Poto Ai hanya ilustrasi, Febrie Adriansyah resmi mengundurkan diri sebagai Jampidsus. Kejagung menyebut langkah itu diambil untuk menjaga integritas dan netralitas penegakan hukum.(poto/ust/Andrian Saputra)

JAKARTA, Satuju.com - Febrie Adriansyah mundur dari Jampidsus setelah Kejaksaan Agung (Kejagung) mengonfirmasi telah menerima surat pengunduran dirinya pada Sabtu, 11 Juli 2026. Pengunduran diri tersebut disebut sebagai langkah untuk menjaga integritas, objektivitas, dan netralitas penegakan hukum.

Kepala Pusat Penerangan Hukum (Kapuspenkum) Kejagung, Anang Supriatna, menyampaikan bahwa Jaksa Agung telah menerima surat pengunduran diri Febrie Adriansyah dari jabatan Jaksa Agung Muda Tindak Pidana Khusus (Jampidsus).

Menurut Anang, keputusan itu diambil seiring adanya proses hukum yang sedang berjalan dan menyeret nama Febrie Adriansyah.

"Keputusan ini diambil untuk menjaga integritas, objektivitas, dan netralitas penegakan hukum, seiring dengan adanya proses hukum yang sedang berjalan melibatkan namanya."

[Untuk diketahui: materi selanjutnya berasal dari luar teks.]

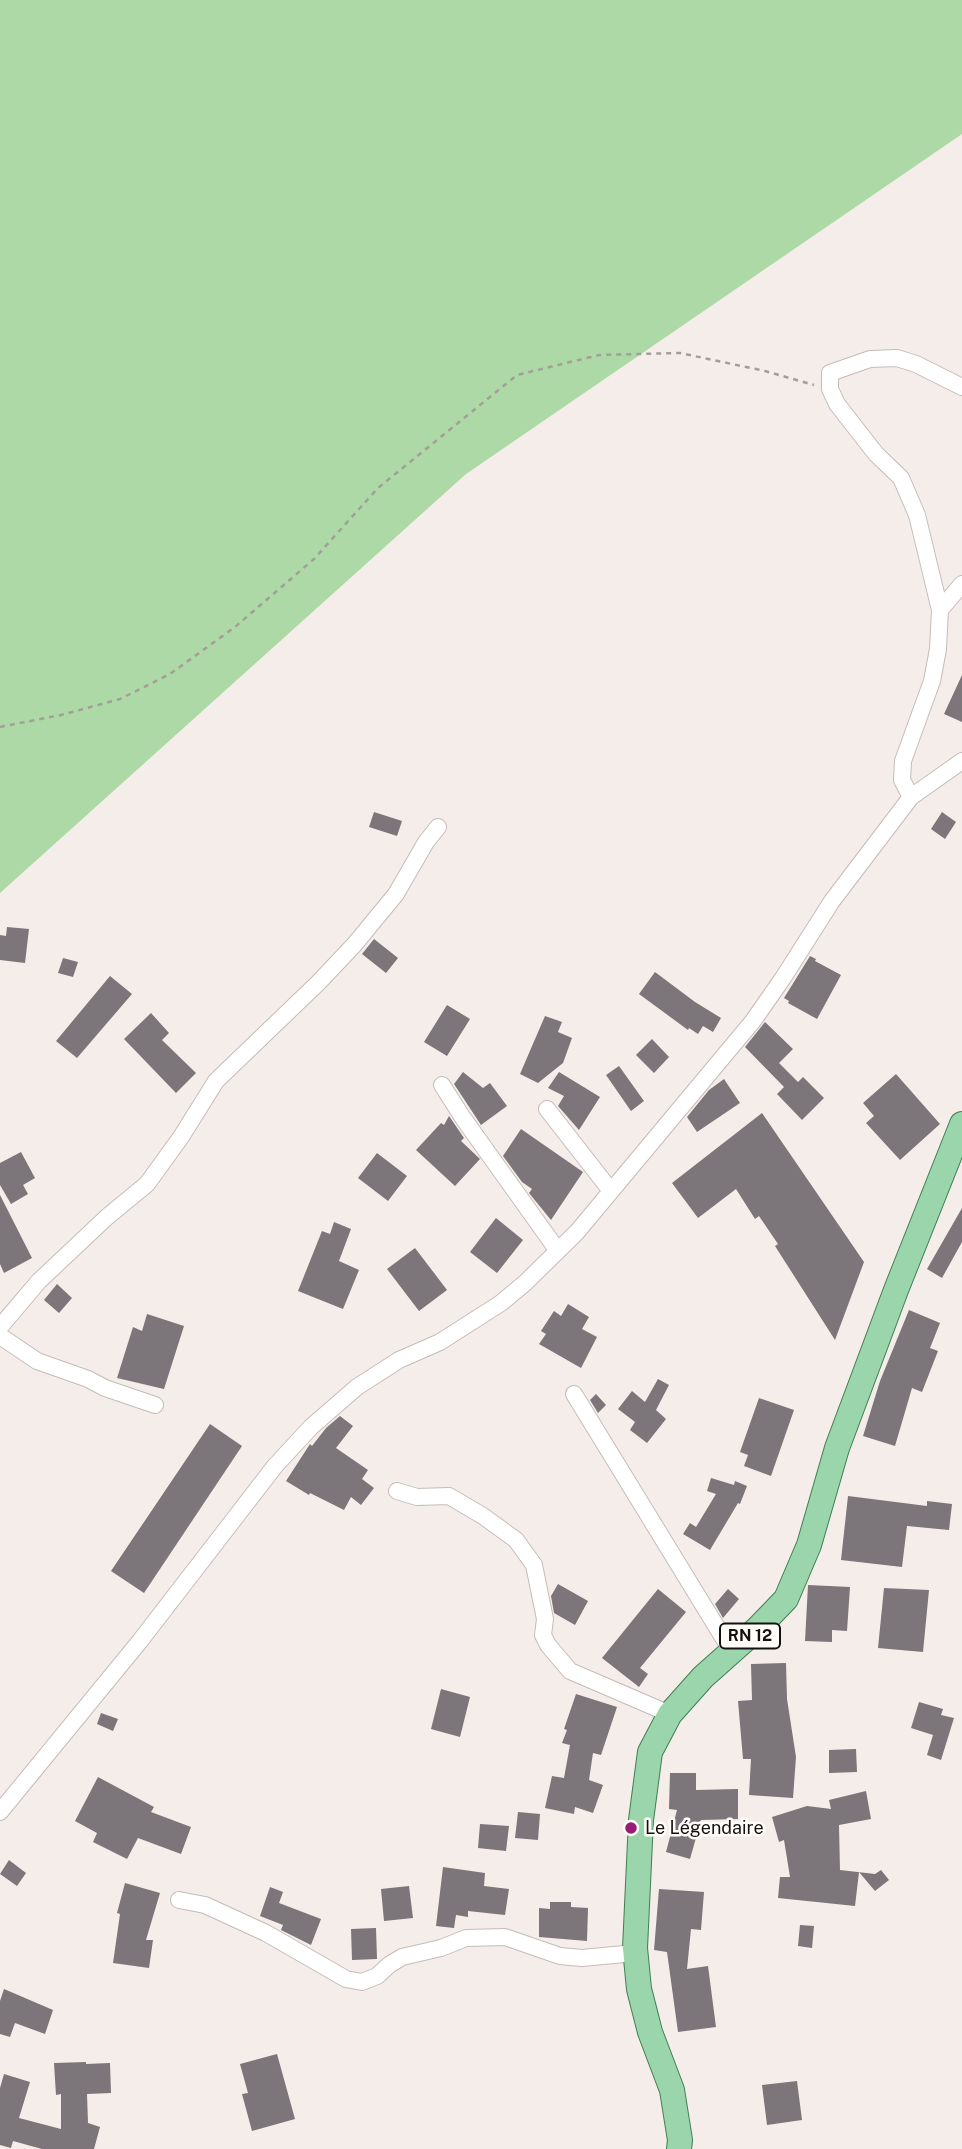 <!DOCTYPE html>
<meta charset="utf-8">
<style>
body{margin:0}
canvas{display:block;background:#f5ede9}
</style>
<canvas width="962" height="2149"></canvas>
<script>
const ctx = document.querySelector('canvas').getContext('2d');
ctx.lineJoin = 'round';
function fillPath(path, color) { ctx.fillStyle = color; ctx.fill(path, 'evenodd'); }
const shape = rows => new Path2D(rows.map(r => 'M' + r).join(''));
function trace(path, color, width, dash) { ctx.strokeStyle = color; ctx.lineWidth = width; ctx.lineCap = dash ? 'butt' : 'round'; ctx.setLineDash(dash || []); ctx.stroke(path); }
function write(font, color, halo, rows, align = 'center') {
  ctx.font = font + ' "Public Sans",sans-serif'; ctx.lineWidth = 5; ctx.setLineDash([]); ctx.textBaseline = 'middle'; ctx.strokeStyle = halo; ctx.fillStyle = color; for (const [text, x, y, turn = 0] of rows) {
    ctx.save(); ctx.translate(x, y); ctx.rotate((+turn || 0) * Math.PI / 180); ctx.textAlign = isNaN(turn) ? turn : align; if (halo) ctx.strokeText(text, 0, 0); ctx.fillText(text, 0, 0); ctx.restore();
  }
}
const green = shape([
 [0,0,962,0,962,134,466,474,0,893]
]);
const building = shape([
 [962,675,962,722,944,714],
 [374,812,402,821,397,836,369,827],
 [942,812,956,822,945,839,931,829],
 [7,927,29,929,25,963,0,960,0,935,6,936],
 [374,939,398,958,386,973,362,954],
 [810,956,816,959,815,961,841,975,817,1019,788,1003,789,1001,784,998],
 [63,958,78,962,73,977,58,973],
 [655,972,695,1002,721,1018,713,1032,703,1026,698,1034,689,1028,688,1030,639,994],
 [110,976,132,994,77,1058,56,1041],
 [447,1005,470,1019,447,1056,424,1042],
 [151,1013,169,1033,162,1040,196,1073,176,1093,124,1039],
 [545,1016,562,1022,558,1032,572,1038,563,1063,538,1083,520,1074],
 [765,1022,793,1049,779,1063,798,1082,803,1077,824,1098,802,1120,777,1094,784,1087,745,1047],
 [652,1039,669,1057,654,1073,636,1055],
 [619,1066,644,1101,631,1111,606,1075],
 [463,1072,483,1088,490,1083,507,1106,481,1125,454,1084],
 [559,1072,600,1097,579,1130,558,1106,564,1096,548,1088],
 [896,1074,940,1124,900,1160,866,1123,874,1116,863,1103],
 [724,1079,740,1103,697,1132,687,1117,709,1090],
 [762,1113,864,1262,835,1340,775,1246,778,1244,759,1216,755,1219,736,1189,698,1218,672,1183],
 [449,1116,464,1138,461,1141,480,1159,455,1186,416,1150,441,1123,444,1125],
 [521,1129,583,1172,551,1220,529,1193,532,1189,522,1182,503,1156],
 [21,1152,35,1178,23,1185,28,1194,11,1204,0,1185,0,1163],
 [377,1153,407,1176,388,1201,358,1178],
 [0,1195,32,1258,4,1273,0,1264],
 [962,1208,962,1242,942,1278,927,1269],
 [496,1218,523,1240,497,1273,470,1252],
 [334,1222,351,1229,339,1261,359,1270,343,1309,298,1291,322,1231,330,1234],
 [415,1248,447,1290,419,1311,387,1269],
 [57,1284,72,1298,59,1313,44,1300],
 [568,1304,589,1317,582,1329,597,1337,581,1368,539,1344,546,1334,541,1331,554,1311,561,1316],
 [909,1310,940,1323,930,1348,938,1351,922,1392,912,1388,895,1446,863,1436,880,1381],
 [147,1314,184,1326,164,1389,117,1378,133,1327,142,1331],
 [658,1379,669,1385,656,1410,666,1419,647,1443,630,1430,635,1422,618,1409,632,1391,645,1402],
 [596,1394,606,1405,598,1413,590,1400],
 [759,1398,794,1410,771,1476,744,1466,748,1455,740,1452],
 [340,1416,353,1426,336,1448,368,1470,362,1479,374,1488,361,1505,351,1497,344,1510,310,1493,309,1495,286,1481,310,1444,312,1446,326,1428],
 [210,1424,242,1446,144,1593,111,1571],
 [711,1478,734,1485,735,1481,747,1486,740,1504,738,1503,710,1550,683,1534,690,1523,696,1527,716,1494,707,1491],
 [848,1496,927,1506,927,1501,952,1504,949,1530,907,1526,902,1567,841,1560],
 [558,1584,588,1601,575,1625,554,1613,551,1596],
 [808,1585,850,1587,847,1631,832,1630,832,1642,805,1641],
 [884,1588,929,1590,923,1652,878,1648],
 [658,1589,686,1612,640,1668,648,1674,639,1687,602,1658],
 [728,1589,739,1599,723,1618,715,1604],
 [786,1663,787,1699,796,1757,793,1798,749,1795,751,1759,743,1759,738,1701,752,1700,751,1664],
 [441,1689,470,1697,460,1737,431,1729],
 [576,1694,617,1707,601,1755,593,1753,589,1780,603,1785,593,1813,575,1807,574,1814,545,1808,552,1776,564,1778,570,1745,562,1743,567,1730,564,1729],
 [919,1702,943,1709,941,1715,954,1718,941,1760,927,1755,933,1735,911,1728],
 [101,1713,118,1719,113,1731,97,1724],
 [856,1749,857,1772,829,1773,829,1750],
 [670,1773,696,1773,696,1790,738,1789,738,1819,701,1820,690,1859,666,1852,677,1810,669,1809],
 [98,1777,154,1807,151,1812,191,1827,181,1854,138,1838,127,1859,93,1842,97,1833,75,1821],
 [866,1791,871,1819,839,1825,840,1870,875,1874,881,1870,889,1880,875,1891,859,1872,855,1906,778,1898,780,1877,790,1877,784,1840,779,1842,772,1817,807,1806,831,1809,829,1800],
 [518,1812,540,1814,538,1840,515,1838],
 [480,1824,509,1826,506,1851,478,1848],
 [9,1860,26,1873,17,1886,0,1874],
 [443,1867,485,1873,484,1886,509,1889,505,1915,468,1911,468,1917,456,1915,454,1928,436,1926],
 [125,1883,160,1893,146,1940,153,1940,149,1968,113,1963,120,1914,117,1913],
 [409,1886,413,1918,384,1921,381,1889],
 [270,1887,283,1892,279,1903,321,1919,311,1945,281,1930,283,1925,260,1916],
 [659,1889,704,1892,701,1930,691,1929,687,1969,708,1966,716,2027,678,2032,667,1952,654,1950],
 [550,1902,571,1902,571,1907,588,1908,587,1941,539,1937,539,1908,550,1909],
 [800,1925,814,1926,812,1948,798,1946],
 [376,1928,377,1959,352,1960,351,1929],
 [4,1989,53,2010,45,2034,15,2023,10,2037,0,2034,0,2001],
 [277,2054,295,2119,252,2131,242,2094,248,2093,240,2064],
 [86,2062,86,2064,110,2063,111,2093,87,2094,88,2123,100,2127,94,2149,42,2149,13,2141,11,2148,0,2145,0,2088,4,2074,30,2082,19,2118,61,2129,61,2094,56,2095,54,2063],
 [797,2081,802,2120,767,2125,762,2085]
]);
const path = shape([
 [0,727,61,715,120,699,170,674,235,627,314,559,378,488,517,375,599,355,680,353,765,371,814,385]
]);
const minor = shape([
 [940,610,917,515,901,478,876,454,837,404,830,389,830,373,870,359,897,358,916,364,962,387],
 [911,797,902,780,903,761,932,681,938,649,940,610,962,584],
 [442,1085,463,1118,558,1251],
 [547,1109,611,1191],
 [0,1327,39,1281,107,1217,147,1184,181,1137,216,1081,318,983,354,945,396,894,426,842,438,827],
 [0,1336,37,1361,88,1379,105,1388,155,1405],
 [574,1394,732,1652],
 [397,1491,417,1497,449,1496,483,1516,516,1540,534,1565,545,1619,543,1635,548,1645,570,1671,670,1714],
 [0,1812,140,1641,275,1466,311,1427,357,1387,399,1360,440,1342,501,1303,525,1283,577,1232,753,1021,783,978,832,901,911,797,962,761],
 [179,1900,205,1905,266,1933,346,1979,362,1982,377,1976,389,1965,402,1957,441,1948,466,1938,505,1937,560,1956,582,1958,635,1953]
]);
const primary = shape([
 [679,2149,680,2140,672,2090,650,2032,639,1989,635,1948,641,1820,650,1752,670,1714,703,1677,757,1629,786,1599,809,1545,837,1448,896,1290,962,1124]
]);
const markers = [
 [631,1828,7,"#981c74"]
];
const shields = [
 [750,1636,60]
];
const shieldNames = [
 ["RN 12",750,1636]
];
const poiNames = [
 ["Le Légendaire",645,1828]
];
fillPath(green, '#acd9a5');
fillPath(building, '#7c7579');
trace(minor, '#c4bcb8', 18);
trace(primary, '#417f51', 26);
trace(path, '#a49e9b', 2.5, [5, 5]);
trace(minor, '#fff', 16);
trace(primary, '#9bd5ac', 24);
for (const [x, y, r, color] of markers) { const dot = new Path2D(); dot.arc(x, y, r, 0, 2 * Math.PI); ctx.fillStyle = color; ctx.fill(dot); trace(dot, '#fffcfa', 2.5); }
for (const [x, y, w] of shields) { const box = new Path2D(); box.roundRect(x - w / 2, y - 12.5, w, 25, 5); ctx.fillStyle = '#fffcfa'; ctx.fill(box); trace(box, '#141210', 2); }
write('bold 16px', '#141210', null, shieldNames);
write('18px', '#141210', '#fffcfa', poiNames, 'left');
</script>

Sebelumnya, pada 9 hingga 10 Juli 2026, nama Febrie Adriansyah dikaitkan dengan penggeledahan yang dilakukan Polri di sejumlah lokasi dalam penyidikan dugaan tindak pidana korupsi dan tindak pidana pencucian uang (TPPU).

Di tengah mencuatnya isu tersebut, Febrie sempat membantah kabar pengunduran dirinya. Saat itu ia menegaskan masih menjalankan tugas dan tetap menerima perintah kerja sebagaimana biasa.

Namun, pada Sabtu (11/7/2026), Kejaksaan Agung secara resmi mengumumkan bahwa surat pengunduran diri Febrie telah diterima oleh Jaksa Agung.

Dengan diterimanya surat tersebut, Febrie Adriansyah secara resmi mengakhiri masa jabatannya sebagai Jaksa Agung Muda Tindak Pidana Khusus.